EVOLUTION OF THE WESTERN U.S. WALKER LANE AND EAST CALIFORNIA SHEAR ZONE: INSIGHTS FROM GEODYNAMIC MODELING


HARRY, Dennis L., Department of Geosciences, Colorado State Univ, Fort Collins, CO 80523, dharry@cnr.colostate.edu

Cenozoic deformation in the central western United States Cordillera involves a transition from broadly distributed Miocene extension in the Great Basin to more focused post-Miocene transtensional deformation in the Walker Lane and East California Shear Zone (WLB/ECSZ). Inception of major strike-slip deformation in the late Miocene in the WLB/ECSZ approximately coincided with the onset of rifting in the Gulf of Baja, leading to the suggestion that this represents an eastward shift of the Pacific-North America (PAC/NAM) plate boundary. Geodynamic models suggest that this shift in the plate boundary was precipitated by strain weakening of the lithosphere east of the Sierra Nevada associated with Miocene westward migration of Basin and Range extension, and was strongly influenced by Mesozoic and older lithosphere-scale structural fabrics.

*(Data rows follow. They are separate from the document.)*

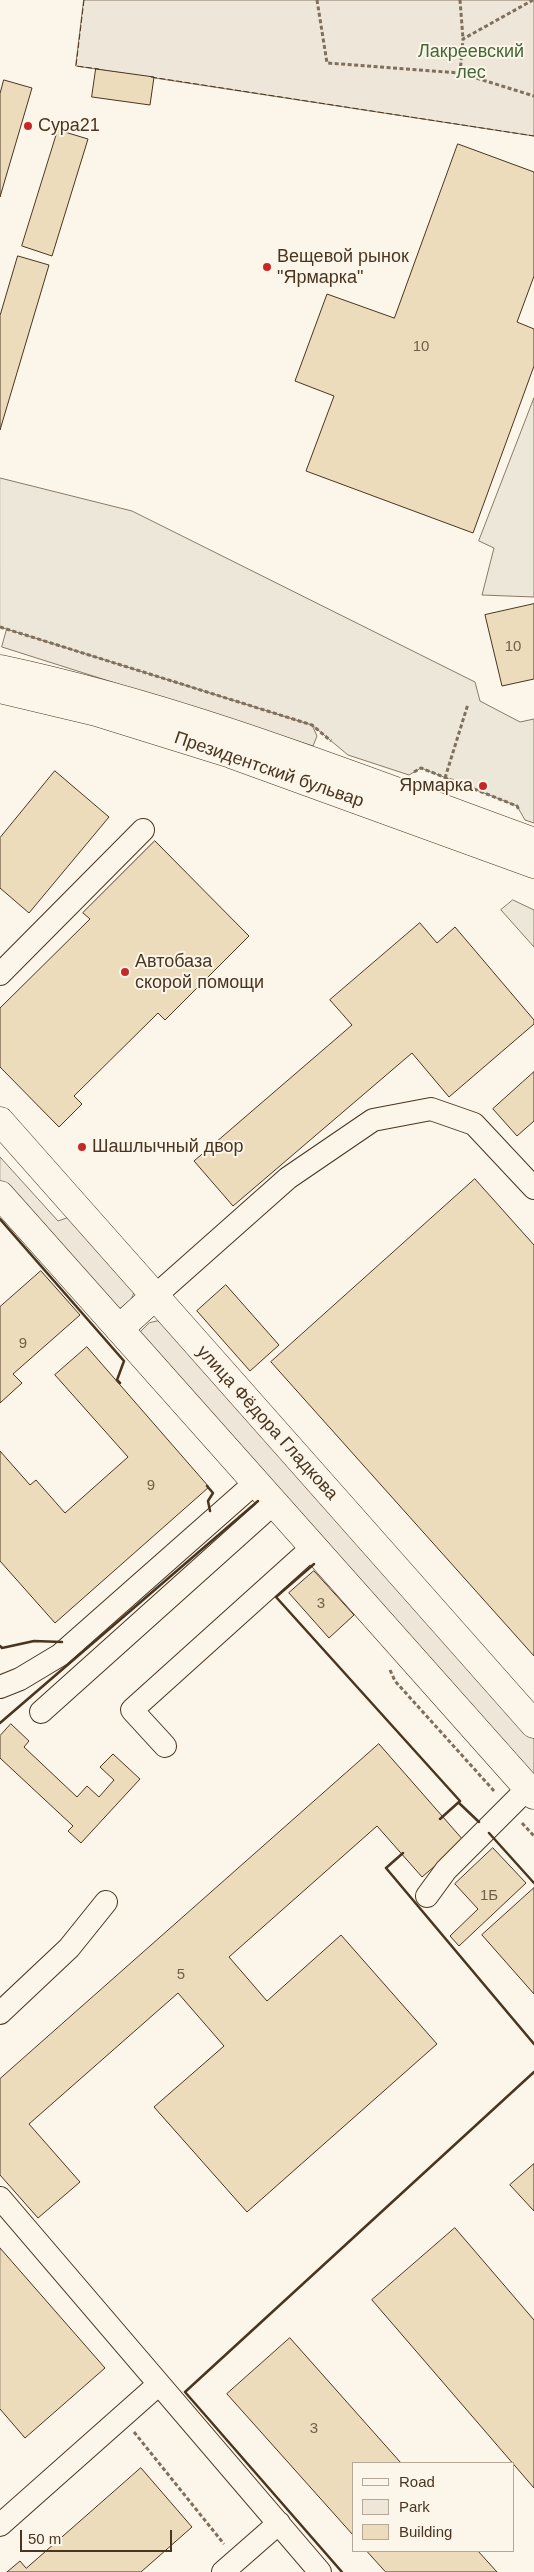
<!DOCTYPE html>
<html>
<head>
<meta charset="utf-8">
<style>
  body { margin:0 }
  #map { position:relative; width:534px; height:2572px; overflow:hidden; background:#fbf6e9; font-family:Arial,sans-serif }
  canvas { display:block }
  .legend { position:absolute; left:352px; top:2462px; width:162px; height:90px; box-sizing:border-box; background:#fbf6e9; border:1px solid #b4a999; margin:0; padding:6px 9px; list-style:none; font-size:15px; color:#4a3520 }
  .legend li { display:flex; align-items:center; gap:10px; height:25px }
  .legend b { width:25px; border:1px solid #b4a999 }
  .scale { position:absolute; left:20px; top:2530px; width:152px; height:22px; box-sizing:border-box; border:2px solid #4a3520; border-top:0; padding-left:6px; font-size:15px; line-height:18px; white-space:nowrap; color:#4a3520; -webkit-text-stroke:4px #fbf6e9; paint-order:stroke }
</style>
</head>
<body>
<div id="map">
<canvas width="534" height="2572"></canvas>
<ul class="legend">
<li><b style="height:6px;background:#fbf6e9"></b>Road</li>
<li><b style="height:14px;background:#ede6d9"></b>Park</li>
<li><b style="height:14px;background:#ecdcbc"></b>Building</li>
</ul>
<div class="scale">50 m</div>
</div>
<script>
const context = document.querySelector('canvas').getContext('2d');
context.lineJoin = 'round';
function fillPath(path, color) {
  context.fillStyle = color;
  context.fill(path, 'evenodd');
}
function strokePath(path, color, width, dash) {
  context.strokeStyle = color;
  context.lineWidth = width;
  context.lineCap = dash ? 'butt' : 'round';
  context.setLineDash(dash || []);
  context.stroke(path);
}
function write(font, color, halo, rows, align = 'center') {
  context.font = font + ' Arial,sans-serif';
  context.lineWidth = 4;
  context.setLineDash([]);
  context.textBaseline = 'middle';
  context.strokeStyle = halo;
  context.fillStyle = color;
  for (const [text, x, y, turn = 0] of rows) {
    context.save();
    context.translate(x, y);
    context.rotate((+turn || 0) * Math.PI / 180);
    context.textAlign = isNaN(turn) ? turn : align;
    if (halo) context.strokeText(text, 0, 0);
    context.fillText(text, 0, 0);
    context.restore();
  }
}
const green = new Path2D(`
  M84,0h450v136l-458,-70z
  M7,629l305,96 5,11 -4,10 -311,-99z
  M0,1157l58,64 14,-5 62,76c-3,10 -8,15 -19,18l-115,-122z
  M158,1321l11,6 365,412v48l-394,-455 9,-9z`);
const parking = new Path2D(`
  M534,398v199l-52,-2 12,-47 -15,-7z
  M0,478l132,33 343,171 5,19 40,21 14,-3v104l-9,-3 -8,-14 -96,-38 -12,7 -61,-20 -36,-30 -312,-98z
  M513,900l21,10v37l-33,-37z`);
const building = new Path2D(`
  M96,69l58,8 -4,28 -58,-8z
  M4,80l28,8 -32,109v-103z
  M58,130l30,9 -36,117 -30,-10z
  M458,144l76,28v104l-17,46 17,7v37l-61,167 -167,-62 28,-75 -39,-15 32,-87 67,24z
  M18,256l31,9 -49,165v-114z
  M534,604v75l-32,7 -17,-71z
  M55,771l54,46 -80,96 -29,-25v-50z
  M155,841l94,95 -84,84 -7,-7 -84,83 8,8 -23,23 -59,-60v-59l90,-89 -7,-6z
  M420,923l17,20 18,-16 79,93v4l-85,73 -37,-44 -179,153 -39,-45 158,-136 -22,-25z
  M534,1072v49l-17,15 -24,-27z
  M475,1179l59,66v411l-263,-294z
  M41,1271l39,44 -67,59 9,9 -22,20v-96z
  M226,1285l53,60 -29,26 -53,-60z
  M87,1347l122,140 -154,136 -55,-62v-110l30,34 6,-5 29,33 63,-56 -73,-82z
  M314,1571l40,44 -25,23 -40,-45z
  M11,1724l18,17 -5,6 53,50 10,-11 12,11 15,-17 -14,-13 13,-13 27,25 -59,64 -13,-12 5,-5 -73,-68v-22z
  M379,1744l85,97 -42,36 -45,-51 -148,131 38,44 74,-66 96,109 -190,168 -93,-105 70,-61 -46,-53 -149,131 51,58 -42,36 -38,-43v-96z
  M493,1848l33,35 -67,63 -9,-10 28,-27 -23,-25z
  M534,1888v106l-52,-59z
  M534,2164v47l-24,-26z
  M455,2228l79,92v168l-162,-188z
  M0,2248l105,120 -80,70 -25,-29z
  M290,2338l111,125h-48v72l-126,-141z
  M141,2468l51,59 -51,45h-134l13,-11 6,7z
  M367,2551h111l19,21h-111z`);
const path = new Path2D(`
  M317,0l10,63 133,10 74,23
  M460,0l3,39
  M460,73l3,-34 70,-39
  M0,627l312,98 19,16
  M414,772l7,-4 96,38 2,4
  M445,778l23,-74
  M390,1670l5,11 100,111
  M522,1823l12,13
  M134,2432l90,112`);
const minor = new Path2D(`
  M0,974l143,-144
  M155,1296l133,-118 85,-58 58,-11 43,15 60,64
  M0,1687l20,-8 40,-24 196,-173
  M41,1712l233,-209
  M165,1746l-33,-36 181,-163
  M427,1896l19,-26 82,-82
  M0,2013l69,-65 37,-46
  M0,2198l320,374
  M0,2525l159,-141
  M223,2572l56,-49`);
const major = new Path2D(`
  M0,669c184,39 358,109 534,173
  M0,689l96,23 135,42 303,110
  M0,1121l534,603
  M0,1195l534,600
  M119,1329l36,-33`);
const fence = new Path2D(`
  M84,0l-8,66 23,3
  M151,77l383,59`);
const wall = new Path2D(`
  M0,1219l124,142 -7,19 3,3
  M207,1486l6,7 -5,8 2,10
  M314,1564l-38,33 184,204 -20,18
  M0,1646l2,2 32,-7 28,1
  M0,1723l258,-222
  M459,1803l20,19
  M489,1833l45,50
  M403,1853l-17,15 148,176
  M342,2572l-157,-180 349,-320`);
const markers = [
  [28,126,5,"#c62828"],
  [267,267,5,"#c62828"],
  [483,786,5,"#c62828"],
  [125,972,5,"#c62828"],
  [82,1147,5,"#c62828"]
];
const numberNames = [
  ["10",421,347],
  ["10",513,647],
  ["9",23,1344],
  ["9",151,1486],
  ["3",321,1604],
  ["1Б",489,1896],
  ["5",181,1975],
  ["3",314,2429]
];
const parkNames = [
  ["Лакреевский",471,52],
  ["лес",471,73]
];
const poiNames = [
  ["Сура21",38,126],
  ["Вещевой рынок",277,257],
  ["\"Ярмарка\"",277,278],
  ["Ярмарка",473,786,"right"],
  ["Автобаза",135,962],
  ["скорой помощи",135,983],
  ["Шашлычный двор",92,1147]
];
const streetNames = [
  ["Президентский бульвар",269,770,19],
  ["улица Фёдора Гладкова",267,1423,48]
];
fillPath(green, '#ede6d9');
strokePath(green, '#887966', 1);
fillPath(parking, '#ede7d9');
strokePath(parking, '#887966', 1);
fillPath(building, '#ecdcbc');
strokePath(building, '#4a3520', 1);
strokePath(minor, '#4a3520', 24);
strokePath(major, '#4a3520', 29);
strokePath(path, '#7f6f5c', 3, [4, 2.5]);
strokePath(minor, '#fbf6e9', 22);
strokePath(major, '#fbf6e9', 28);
strokePath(fence, '#4a3520', 1, [6, 2.5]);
strokePath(wall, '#4a3520', 2.5);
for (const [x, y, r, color] of markers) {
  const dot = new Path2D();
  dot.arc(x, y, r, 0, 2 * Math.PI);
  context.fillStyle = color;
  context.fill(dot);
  strokePath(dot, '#fbf6e9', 2);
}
write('15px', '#725f47', null, numberNames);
write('18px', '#436837', '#fbf6e9', parkNames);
write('18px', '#4a3520', '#fbf6e9', poiNames, 'left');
write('18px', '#4a3520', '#fbf6e9', streetNames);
</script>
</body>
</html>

The thick crust of the middle Cenozoic Sevier orogenic plateau created a broad weak zone in the Great Basin lithosphere. Widely distributed extension in this region resulted in relatively low rates of crustal thinning during most of the Miocene, promoting cooling and strengthening of the lithosphere that forced deformation to migrate outward from the central Great Basin with time. This “wide rift” mode of deformation was favored until extensional deformation reached the western edge of the North American Paleozoic continental margin. At this time, extension became confined to a relatively narrow region between the newly strengthened Great Basin and the relatively strong Sierra Nevada block. Subsequent extension in this narrow region resulted in rapid crustal thinning that inhibited thermal strengthening of the lithosphere and forced extensional forces to be distributed over an increasingly thinner lithosphere. This favors a “narrow rift” mode of deformation that progressively decreases the net strength of the lithosphere. By the end of the Miocene, the WLB/ECSZ lithosphere was sufficiently weak to capture a portion of the PAC/NAM relative plate motion. Current data are insufficient to determine if this represents incipient formation of a new plate boundary, long-term partitioning of plate boundary deformation between the San Andreas and WLB/ECSZ systems, or a transient deformation state that will continue to evolve.